LabProcess entities and BioSample should be described as above. Computational processes should be described as CreateActions following the Process Run Crate or Workflow Run Crate patterns.

Stage: Computational Analysis

At minimum, there MUST be an entity representing the analysis results. This SHOULD be a data entity representing the data itself (so should have type File or Dataset; the data may be web-based). There MAY be multiple entities representing multiple data files.

Additional provenance information for the sequenced data MAY be provided. This SHOULD be in the form of File/Dataset entities connected by CreateAction entities, and the chain SHOULD be connected to the sequenced data from the previous stage. For example:

• Sequenced data (File/Dataset, from the Wet Lab stage) -> Assembly workflow (ComputationalWorkflow) -> Assembled genome data (File/Dataset)
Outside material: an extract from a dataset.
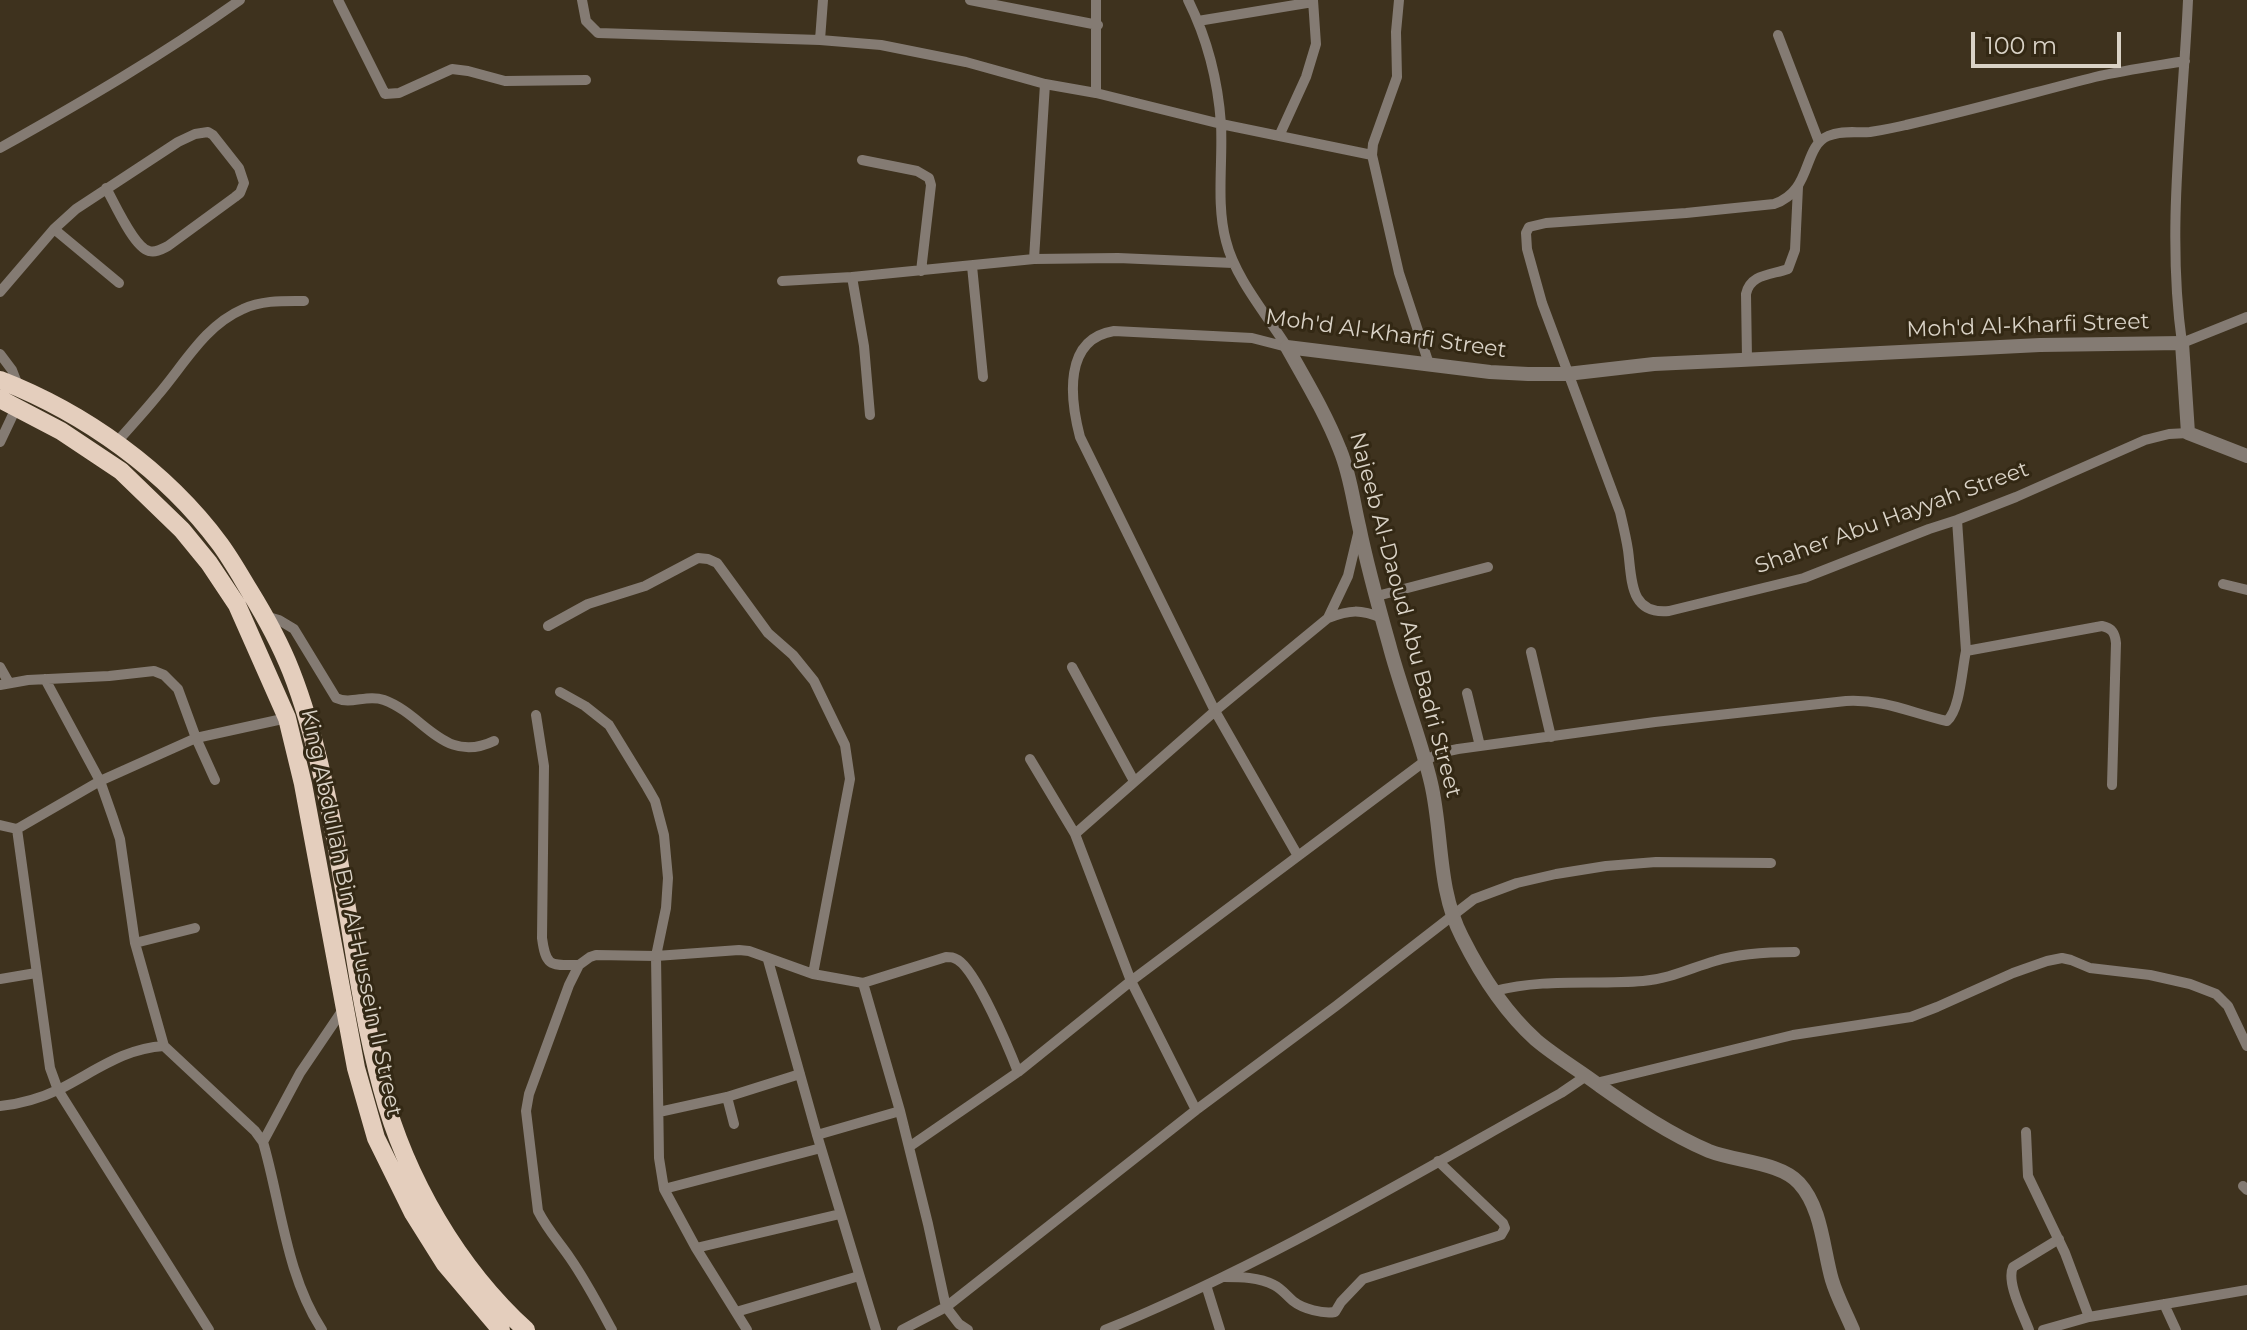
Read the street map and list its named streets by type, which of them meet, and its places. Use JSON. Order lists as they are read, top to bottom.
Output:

This stage should follow the style of the Workflow Run Crate profile, with the following exceptions:

• may ignore rules around conformsTo and mainEntity
• The workflow does not need to be defined directly in the crate – instead it may link to a workflow in a registry such as WorkflowHub or Dockstore.
  • In this case the @id of the workflow entity should ideally be a DOI, and the registry should support FAIR Signposting to retrieve the workflow as a RO-Crate from its DOI.
  • Linking out to a workflow also means the guidance around FormalParameters can be ignored (though PropertyValues should still be used to capture parameter values where possible)

It is possible to make a RO-Crate that is fully compliant with both this profile and the Workflow Run Crate profile, in which case it can be declared as conforming to both profiles. This may be appropriate where the computational analysis is the primary focus of the crate (regardless of how much provenance is provided for the earlier stages).

Any computational workflow files included directly in the RO-Crate should follow the style of the Workflow RO-Crate profile, with the following exceptions:

• may ignore rules around mainEntity
• may ignore the crate-level rules.

Multiple analyses may be chained together.

Multiple processes per stage

It is common for multiple samples to feed into a single computational analysis, or for one analysis output to be the input of multiple secondary analyses. As such, it is permitted to have multiple “core” entities for each stage, each with their own provenance chain. Between one stage and the next, the core entities may be connected in one-to-one, many-to-one, one-to-many, or many-to-many relationships.